Supplied records START

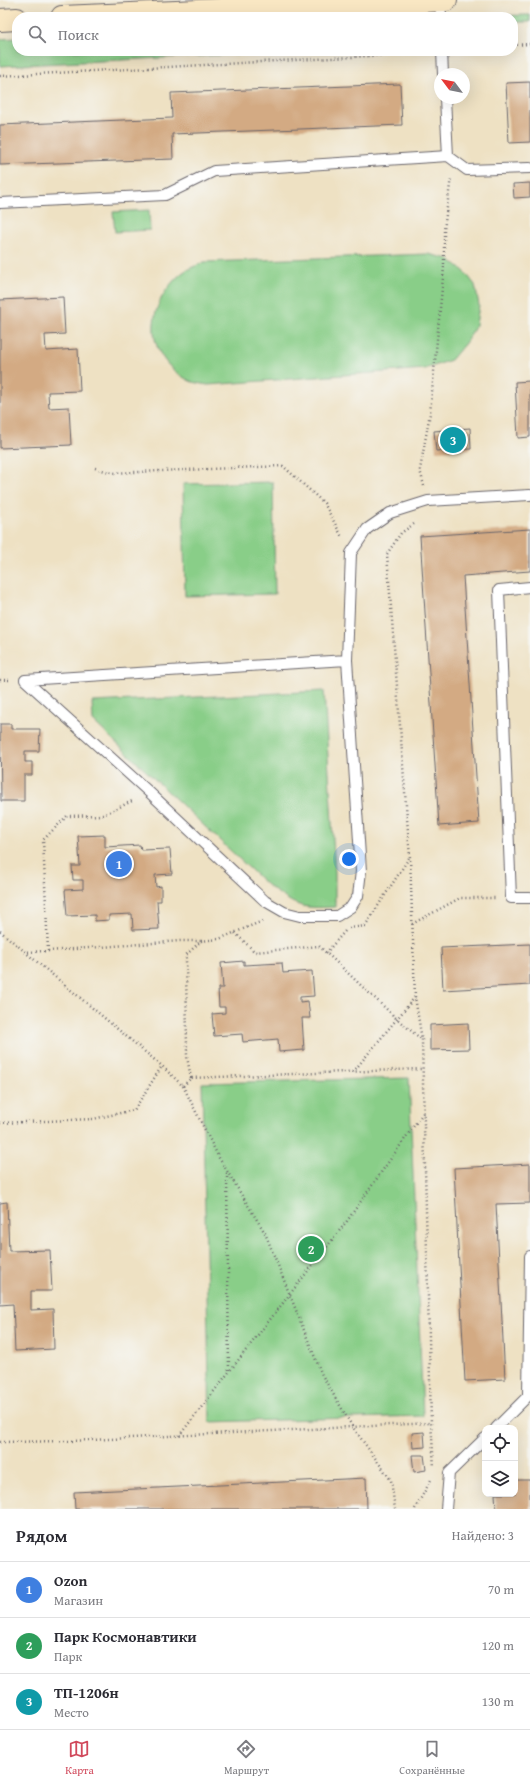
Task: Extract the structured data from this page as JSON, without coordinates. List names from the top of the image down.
{
  "north": "top left",
  "page": {
    "search": "Поиск",
    "pins": ["3", "1", "2"],
    "heading": ["Рядом", "Найдено: 3"],
    "list": [
      {
        "mark": "1",
        "name": "Ozon",
        "note": "Магазин",
        "value": "70 m"
      },
      {
        "mark": "2",
        "name": "Парк Космонавтики",
        "note": "Парк",
        "value": "120 m"
      },
      {
        "mark": "3",
        "name": "ТП-1206н",
        "note": "Место",
        "value": "130 m"
      }
    ],
    "nav": ["Карта", "Маршрут", "Сохранённые"]
  }
}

Supplied records END

Problem requirements:
If an entry holds a picture, leave the picture out and repeat the rest exactly.

Reply to the exercise:
Task: Extract the structured data from this page as JSON, without coordinates. List names from the top of the image down.
{
  "north": "top left",
  "page": {
    "search": "Поиск",
    "pins": ["3", "1", "2"],
    "heading": ["Рядом", "Найдено: 3"],
    "list": [
      {
        "mark": "1",
        "name": "Ozon",
        "note": "Магазин",
        "value": "70 m"
      },
      {
        "mark": "2",
        "name": "Парк Космонавтики",
        "note": "Парк",
        "value": "120 m"
      },
      {
        "mark": "3",
        "name": "ТП-1206н",
        "note": "Место",
        "value": "130 m"
      }
    ],
    "nav": ["Карта", "Маршрут", "Сохранённые"]
  }
}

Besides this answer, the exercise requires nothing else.